Chest pain; racing heart; shortness of breath; dizziness. Most people today have experienced these and other telltale symptoms of anxiety.
Faith G. Harper is a licensed professional counselor among other consultation specialties and has written several “five-minute therapy” zines on subjects such as anxiety, depression, and grief. In her latest short book, This Is Your Brain on Anxiety: What Happens and What Helps, Harper commiserates with others who suffer from anxiety, explains the basics of how anxiety affects the body, and offers practical suggestions on how to alleviate it. None of the methods – ranging from meditation to a distillation of Martin Seligman’s ABDCE model – are groundbreaking or in-depth.
Harper uses a conversational, casual, and comedic tone about a serious subject, which is part of how she exudes empathy to the reader.

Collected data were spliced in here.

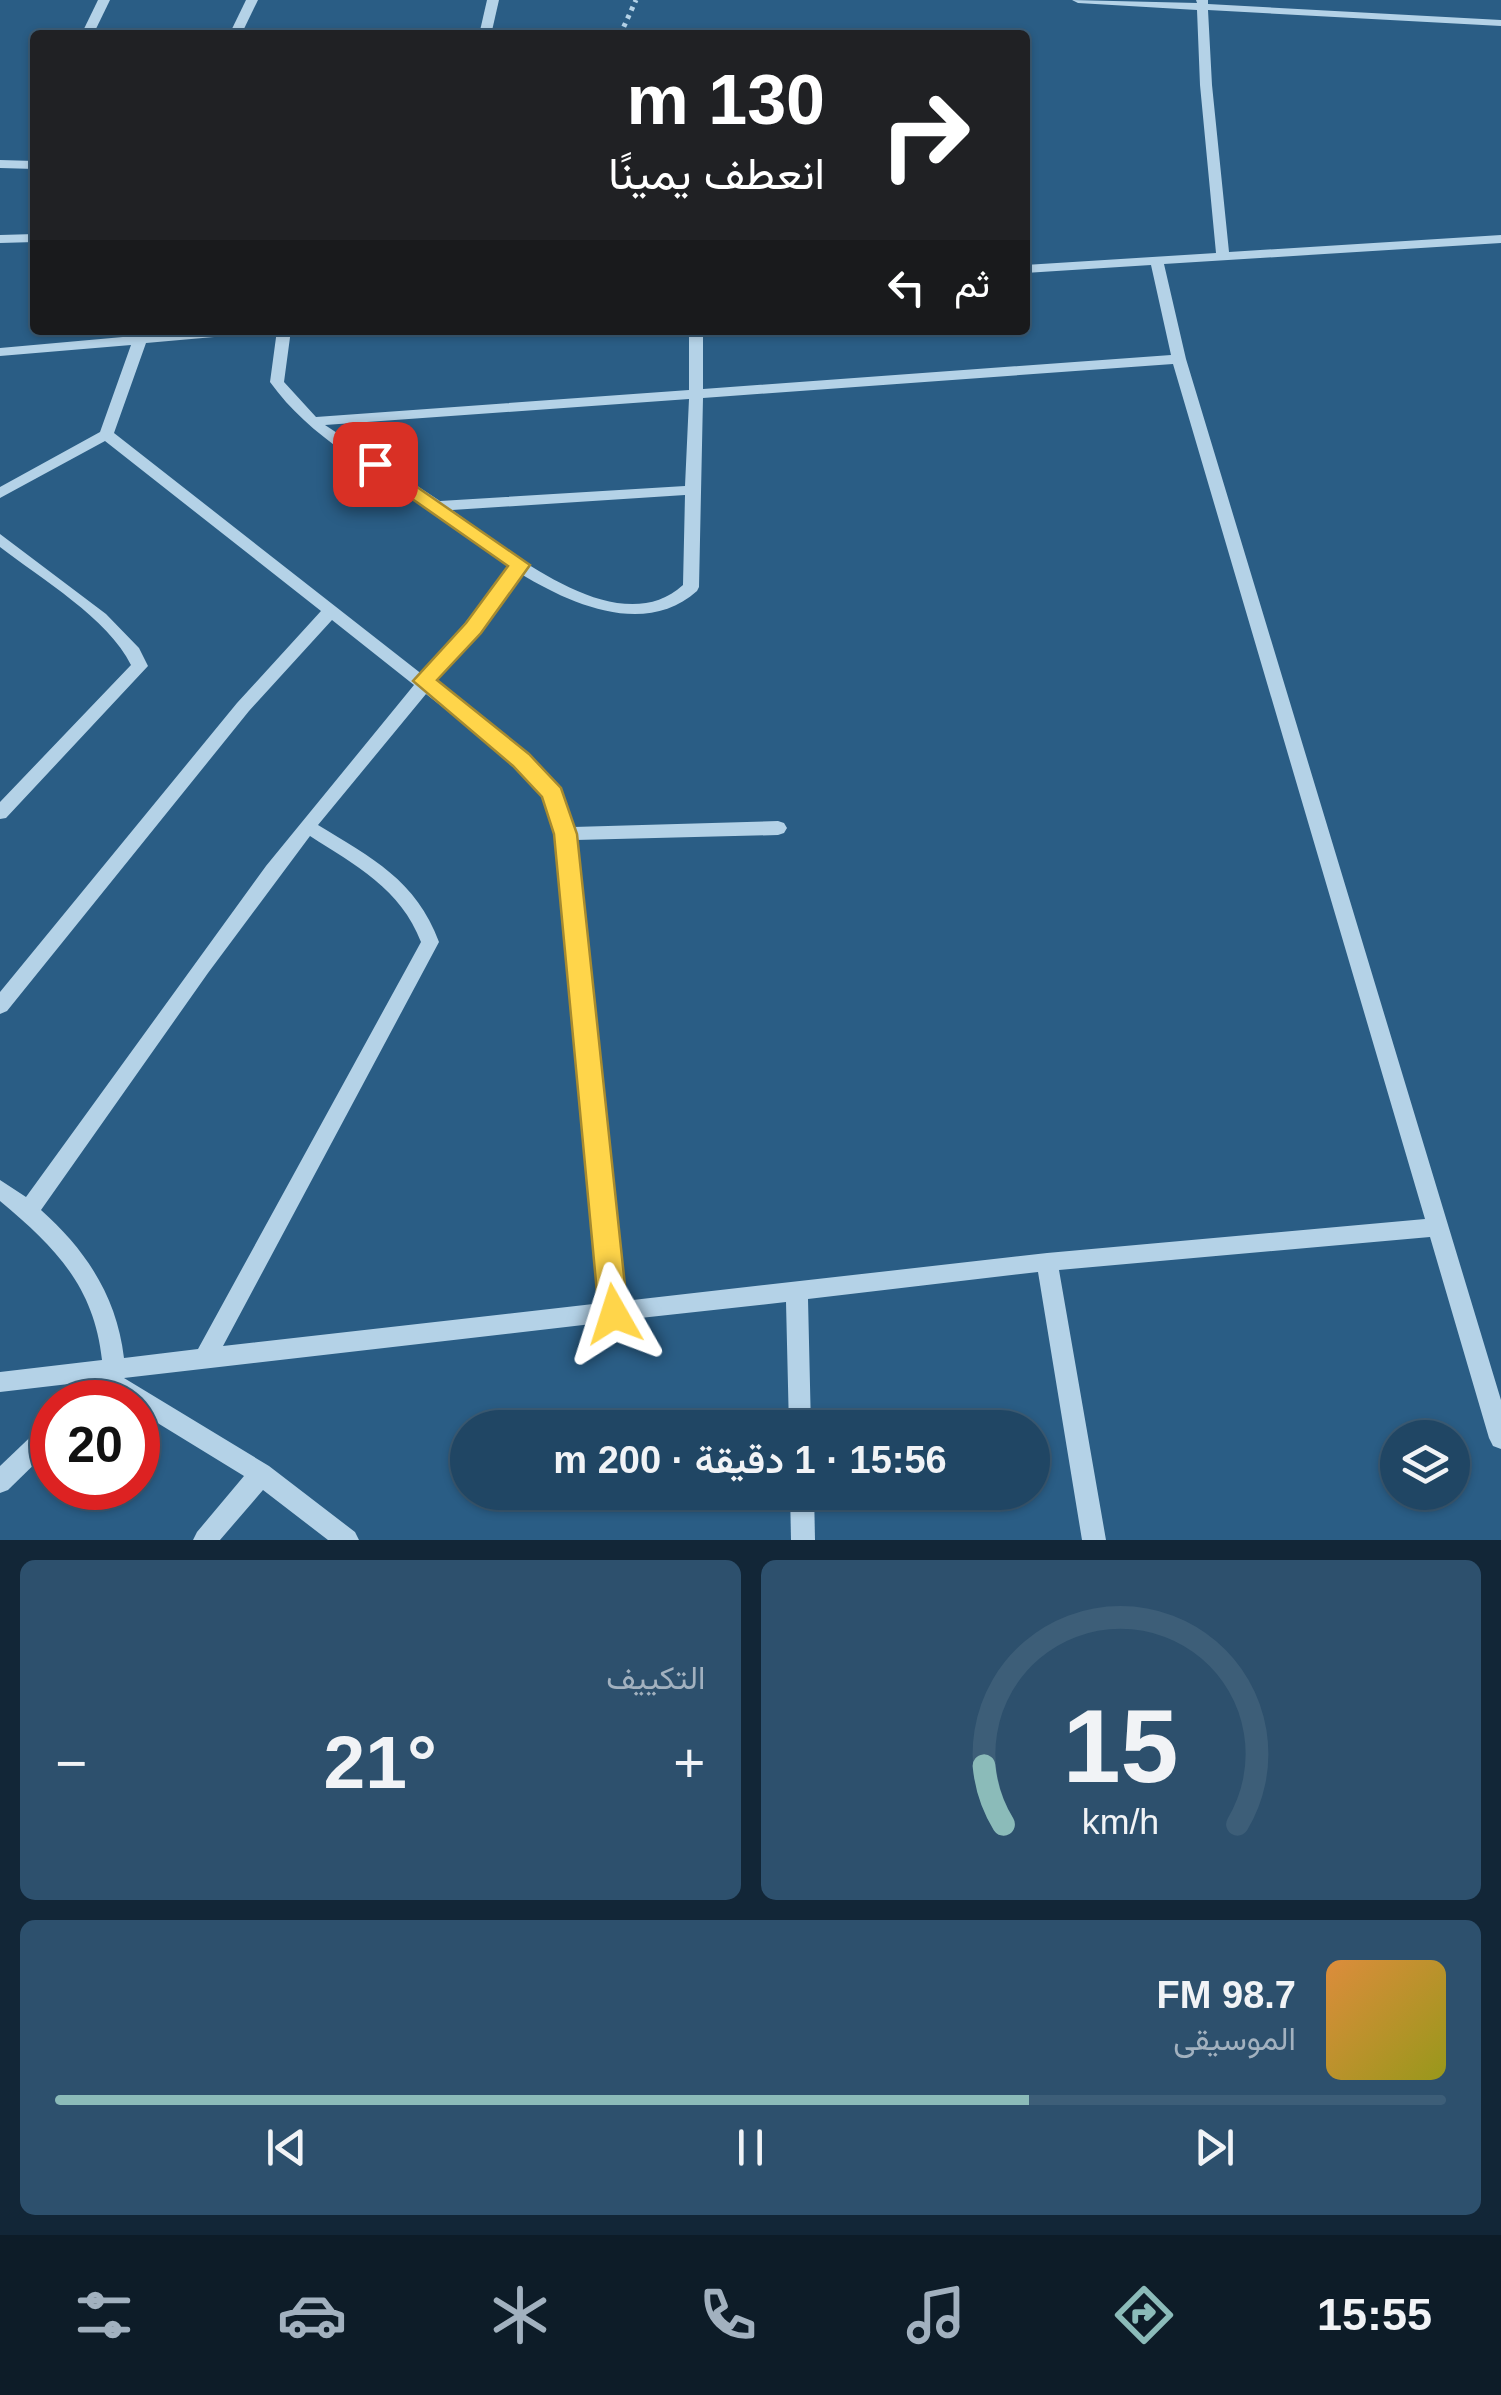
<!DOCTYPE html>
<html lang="ar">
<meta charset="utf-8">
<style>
body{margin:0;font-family:Arial,Vazirmatn,sans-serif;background:#2d506d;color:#f1f3f6;direction:rtl;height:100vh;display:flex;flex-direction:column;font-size:38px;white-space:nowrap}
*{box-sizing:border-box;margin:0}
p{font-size:32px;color:#a2b1bf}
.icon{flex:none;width:55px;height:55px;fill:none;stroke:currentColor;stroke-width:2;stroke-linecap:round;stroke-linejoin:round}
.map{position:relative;height:1540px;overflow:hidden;direction:ltr}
.drawer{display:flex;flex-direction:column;gap:20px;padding:20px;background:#122637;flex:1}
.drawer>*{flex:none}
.guide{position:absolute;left:30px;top:30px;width:1000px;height:305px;border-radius:10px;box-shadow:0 2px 8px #0004,0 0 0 2px #3d5e78;direction:rtl;background:#202124;color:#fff;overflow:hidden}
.tools{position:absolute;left:1380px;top:1420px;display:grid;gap:20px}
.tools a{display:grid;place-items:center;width:90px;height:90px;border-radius:50%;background:#204664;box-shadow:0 2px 8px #0004,0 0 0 2px #3d5e78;font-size:50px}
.speed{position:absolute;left:30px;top:1380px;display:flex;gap:20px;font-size:50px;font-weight:700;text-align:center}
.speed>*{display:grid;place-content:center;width:130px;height:130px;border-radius:50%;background:#204664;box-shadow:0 2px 8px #0004,0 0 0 2px #3d5e78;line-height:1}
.speed .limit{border:15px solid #d22;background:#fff;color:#111}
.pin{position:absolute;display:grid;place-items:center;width:85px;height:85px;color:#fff;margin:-42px;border-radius:20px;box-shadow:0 5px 15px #0006}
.me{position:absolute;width:110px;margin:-55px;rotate:354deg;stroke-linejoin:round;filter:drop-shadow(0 0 8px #0008)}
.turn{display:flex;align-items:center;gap:35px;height:210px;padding:0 40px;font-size:45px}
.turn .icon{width:130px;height:130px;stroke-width:2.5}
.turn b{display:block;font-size:70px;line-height:85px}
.then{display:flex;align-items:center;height:95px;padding:0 40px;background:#0003;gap:20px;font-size:38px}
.big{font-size:75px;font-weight:600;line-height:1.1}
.drawer .widget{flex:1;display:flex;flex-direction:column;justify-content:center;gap:15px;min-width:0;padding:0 35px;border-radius:15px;background:#2d506d}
.drawer .dial{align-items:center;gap:0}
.dial svg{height:260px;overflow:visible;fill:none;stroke:#3d5e78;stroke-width:7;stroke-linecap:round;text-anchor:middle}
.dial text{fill:#f1f3f6;stroke:none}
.song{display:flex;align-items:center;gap:30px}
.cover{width:120px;height:120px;border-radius:15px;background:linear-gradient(135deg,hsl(30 70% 55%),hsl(60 70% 35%))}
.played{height:10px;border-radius:5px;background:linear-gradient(90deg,#8bbbb9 70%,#3d5e78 70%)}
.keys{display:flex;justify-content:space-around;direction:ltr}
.heat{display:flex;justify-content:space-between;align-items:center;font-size:55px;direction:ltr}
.drawer .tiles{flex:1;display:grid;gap:20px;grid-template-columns:1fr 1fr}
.widget:last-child{grid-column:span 2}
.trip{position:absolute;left:450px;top:1410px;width:600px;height:100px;border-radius:50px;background:#204664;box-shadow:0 2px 8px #0004,0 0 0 2px #3d5e78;font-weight:600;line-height:100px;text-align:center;direction:rtl}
.dock{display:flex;height:160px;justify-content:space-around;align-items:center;background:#0d1c28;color:#a2b1bf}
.dock .icon{width:70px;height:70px}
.dock .current{color:#8bbbb9}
.dock b{font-size:45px;color:#f1f3f6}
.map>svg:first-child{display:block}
</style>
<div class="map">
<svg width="1501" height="1540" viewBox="0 0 1501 1540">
<rect width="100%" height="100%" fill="#2a5d85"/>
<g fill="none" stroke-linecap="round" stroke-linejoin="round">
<path stroke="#b4d2e7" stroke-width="5" stroke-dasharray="4 5" stroke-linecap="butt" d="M620,35L636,0"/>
<g fill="#b4d2e7" fill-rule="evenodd">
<path d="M98,0H110L93,35H81Z"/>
<path d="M246,0H258L241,35H229Z"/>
<path d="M487,0H499L491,35H479Z"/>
<path d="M1072,0L1197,3L1196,0H1208V4L1501,20V26L1208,10L1212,85L1229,252L1501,235V243L1164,264L1186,359L1501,1400V1449L1493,1446L1489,1438L1430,1237L1059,1270L1106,1540H1082L1038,1272L808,1299L811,1428H789L786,1302L622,1320L614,1324L609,1322L124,1378L269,1466L355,1532L359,1540H328L263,1490L220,1540H193L197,1532L244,1476L138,1411V1402H124L107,1392L97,1402H72L86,1382L0,1392V1372L102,1360C94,1286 55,1247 0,1201V1180L26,1197L266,866L414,685L332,620L249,711L7,1011L0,1014V992L237,703L321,611L105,441L0,498V487L100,432L131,345L0,356V348L201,330H255L248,334L146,343L114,433L423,675L510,567C482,548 456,526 428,507C371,468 311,439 270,382L277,330H291L284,382L316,417L689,390V330H703V389L1171,355L1151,265L1025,273V265L1216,253L1200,85L1197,10L1078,3ZM1173,364L1425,1219L1047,1253L624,1301L576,840L778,835L784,833L787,828L784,823L778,821L573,827L559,790L527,756L435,683L521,574C572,605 646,637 697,591L699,587L703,398ZM689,399L685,486L440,501L325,425ZM685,495L683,585C617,645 506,548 452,510ZM426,694L515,764L545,797L557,834L602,1303L223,1346L439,942C416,880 372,858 318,825ZM310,836C355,865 401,889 421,942L198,1349L124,1358C117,1297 86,1250 41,1210L208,973Z"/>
<path d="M0,160L35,161V169L0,168Z"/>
<path d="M35,234V242L0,243V235Z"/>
<path d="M0,534L106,614L139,648L148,666L6,818L0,819V802L131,665C108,618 41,579 0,547Z"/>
<path d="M52,1421V1447L8,1490L0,1493V1466L44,1424Z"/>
<path d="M790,1492H814L815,1540H791Z"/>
</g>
</g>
<path fill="#ffd54a" stroke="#a68a30" stroke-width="2.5" d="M375,458L530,565L481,633L437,680L529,754L561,788L577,834L628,1314L624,1323L614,1327L604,1323L599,1314L554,834L542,797L513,766L413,681L466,623L508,566L368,468L365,464Z"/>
</svg>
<div class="tools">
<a><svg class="icon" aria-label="layers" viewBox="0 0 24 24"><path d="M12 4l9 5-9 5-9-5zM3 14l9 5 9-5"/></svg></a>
</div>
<div class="speed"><div class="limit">20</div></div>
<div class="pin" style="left:375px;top:464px;background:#d93025"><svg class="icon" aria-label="arrive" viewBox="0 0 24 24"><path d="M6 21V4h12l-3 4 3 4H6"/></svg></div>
<svg class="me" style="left:614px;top:1314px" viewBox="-20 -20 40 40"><path d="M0-17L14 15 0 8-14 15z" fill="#ffd54a" stroke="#fff" stroke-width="4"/></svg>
<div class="trip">15:56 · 1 دقيقة · 200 m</div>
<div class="guide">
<div class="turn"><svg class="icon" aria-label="right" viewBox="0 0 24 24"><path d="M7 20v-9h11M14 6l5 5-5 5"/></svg><div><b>130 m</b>انعطف يمينًا</div></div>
<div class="then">ثم<svg class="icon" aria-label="left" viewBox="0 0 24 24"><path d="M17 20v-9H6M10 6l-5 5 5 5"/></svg></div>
</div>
</div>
<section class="drawer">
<div class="tiles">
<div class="widget dial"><svg viewBox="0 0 100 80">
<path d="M14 69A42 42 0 1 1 86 69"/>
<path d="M14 69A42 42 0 0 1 8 51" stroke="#8bbbb9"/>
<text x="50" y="56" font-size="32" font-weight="700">15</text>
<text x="50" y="72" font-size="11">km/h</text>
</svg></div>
<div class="widget"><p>التكييف</p>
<div class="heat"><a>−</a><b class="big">21°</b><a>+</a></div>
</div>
<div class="widget">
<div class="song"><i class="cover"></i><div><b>98.7 FM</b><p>الموسيقى</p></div></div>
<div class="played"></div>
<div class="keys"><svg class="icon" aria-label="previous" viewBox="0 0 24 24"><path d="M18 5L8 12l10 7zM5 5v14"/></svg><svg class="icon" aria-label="pause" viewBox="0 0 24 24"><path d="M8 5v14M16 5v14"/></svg><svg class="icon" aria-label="next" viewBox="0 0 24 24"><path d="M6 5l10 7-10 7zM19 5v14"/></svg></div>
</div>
</div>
</section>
<nav class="dock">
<b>15:55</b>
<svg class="icon current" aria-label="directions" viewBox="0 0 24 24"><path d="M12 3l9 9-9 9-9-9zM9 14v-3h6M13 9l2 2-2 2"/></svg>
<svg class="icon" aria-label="music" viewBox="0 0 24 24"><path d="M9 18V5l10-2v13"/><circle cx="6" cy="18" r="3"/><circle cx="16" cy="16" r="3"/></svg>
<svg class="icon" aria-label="phone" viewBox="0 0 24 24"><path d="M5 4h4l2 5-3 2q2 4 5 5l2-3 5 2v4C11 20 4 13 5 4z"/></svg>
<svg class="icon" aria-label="climate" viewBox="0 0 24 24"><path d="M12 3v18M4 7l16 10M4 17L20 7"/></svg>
<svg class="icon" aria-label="car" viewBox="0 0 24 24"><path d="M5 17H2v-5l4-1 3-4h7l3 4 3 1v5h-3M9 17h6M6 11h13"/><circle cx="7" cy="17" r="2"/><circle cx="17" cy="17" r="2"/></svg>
<svg class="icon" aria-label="filters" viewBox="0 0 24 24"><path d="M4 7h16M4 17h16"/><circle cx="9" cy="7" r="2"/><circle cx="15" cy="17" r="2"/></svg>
</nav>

“It’s really fucking hard to tolerate uncertainty, disruption, and change in all aspects of one’s life at once when you don’t even know exactly who you are and who you are supposed to be.
And when SO much is going on, it’s too big to fear. Fear is specific. It is outward in the fact of a threat. When you fear something you have the opportunity to move away from it.
Anxiety is different. With anxiety, you don’t know what the fuck to do, because it’s all internal. There is no specific threat (13).”
This Is Your Brain on Anxiety excels in its brevity, it’s almost Reader’s Digest version of coping and living with anxiety. While people, who’ve lived with and researched anxiety for many years, might not find anything new in This Is Your Brain on Anxiety, this book could be an indispensable guide for a teen or young adult who’s just starting to understand his or her own anxiety.